Missoula Electric Cooperative

The Missoula Electric Cooperative was born of a collaboration between the federal government, the State of Montana and citizen activists at a time when private utilities had largely abandoned rural farmers and ranchers. During the mid-1930s as now, small family-owned farmers were struggling, and private corporations such as the Montana Power Company were not inclined to offer any assistance.

When the Franklin D. Roosevelt Administration was studying the problem in advance of enacting the Rural Electrification Act, the State of Montana's Water Conservation Board was planning a number of massive irrigation projects, for which ready access to electrical power would be vital. At the same time, farmers and ranchers were organizing to extend the grid onto their properties without having to mortgage their lands.
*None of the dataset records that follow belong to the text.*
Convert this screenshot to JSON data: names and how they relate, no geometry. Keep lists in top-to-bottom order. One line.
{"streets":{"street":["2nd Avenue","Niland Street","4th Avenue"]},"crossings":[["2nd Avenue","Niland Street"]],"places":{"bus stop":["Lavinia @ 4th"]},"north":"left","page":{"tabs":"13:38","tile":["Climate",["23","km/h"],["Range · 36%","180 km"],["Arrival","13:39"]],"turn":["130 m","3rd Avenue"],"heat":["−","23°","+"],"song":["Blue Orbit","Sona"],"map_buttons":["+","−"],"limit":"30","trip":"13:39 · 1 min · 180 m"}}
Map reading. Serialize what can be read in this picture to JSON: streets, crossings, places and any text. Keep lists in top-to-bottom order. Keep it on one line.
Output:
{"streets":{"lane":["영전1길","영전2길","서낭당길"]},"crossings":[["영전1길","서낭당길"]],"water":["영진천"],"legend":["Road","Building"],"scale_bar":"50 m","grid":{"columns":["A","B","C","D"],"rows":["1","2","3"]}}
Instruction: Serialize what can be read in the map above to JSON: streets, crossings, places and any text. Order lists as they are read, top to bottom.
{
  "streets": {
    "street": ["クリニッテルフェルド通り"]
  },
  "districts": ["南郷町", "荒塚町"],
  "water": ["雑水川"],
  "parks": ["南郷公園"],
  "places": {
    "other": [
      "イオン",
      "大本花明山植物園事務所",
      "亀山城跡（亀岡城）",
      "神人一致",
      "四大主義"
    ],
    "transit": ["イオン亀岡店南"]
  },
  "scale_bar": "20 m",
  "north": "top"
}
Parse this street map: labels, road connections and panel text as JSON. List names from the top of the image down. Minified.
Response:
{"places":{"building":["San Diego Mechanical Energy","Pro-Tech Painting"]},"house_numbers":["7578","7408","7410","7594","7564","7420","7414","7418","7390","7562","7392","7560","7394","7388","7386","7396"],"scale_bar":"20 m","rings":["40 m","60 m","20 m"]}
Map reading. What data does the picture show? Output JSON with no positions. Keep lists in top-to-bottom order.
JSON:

The Missoula County Electrification was one such organization. Working through a country extension agent, the Association was able to incorporate and apply for an REA loan. The Missoula Electric Cooperative came into being in December 1936.

A cooperative is owned collectively by its members; such a utility is either run on a non-profit basis, or dividends are distributed among its members on an annual basis. Regardless of structure, electrical co-ops have the same requirements as for-profit ones; they must have power generation facilities of some type, or access to the power thereby generated.

All types power plants from coal-fired to hydro-powered have historically made extensive use of asbestos insulation. The reason is that asbestos is resistant to heat and flame as well as electrical current. While asbestos-containing materials may have saved lives and prevented massive property loss over the past century, those who contracted asbestos diseases have suffered disproportionately.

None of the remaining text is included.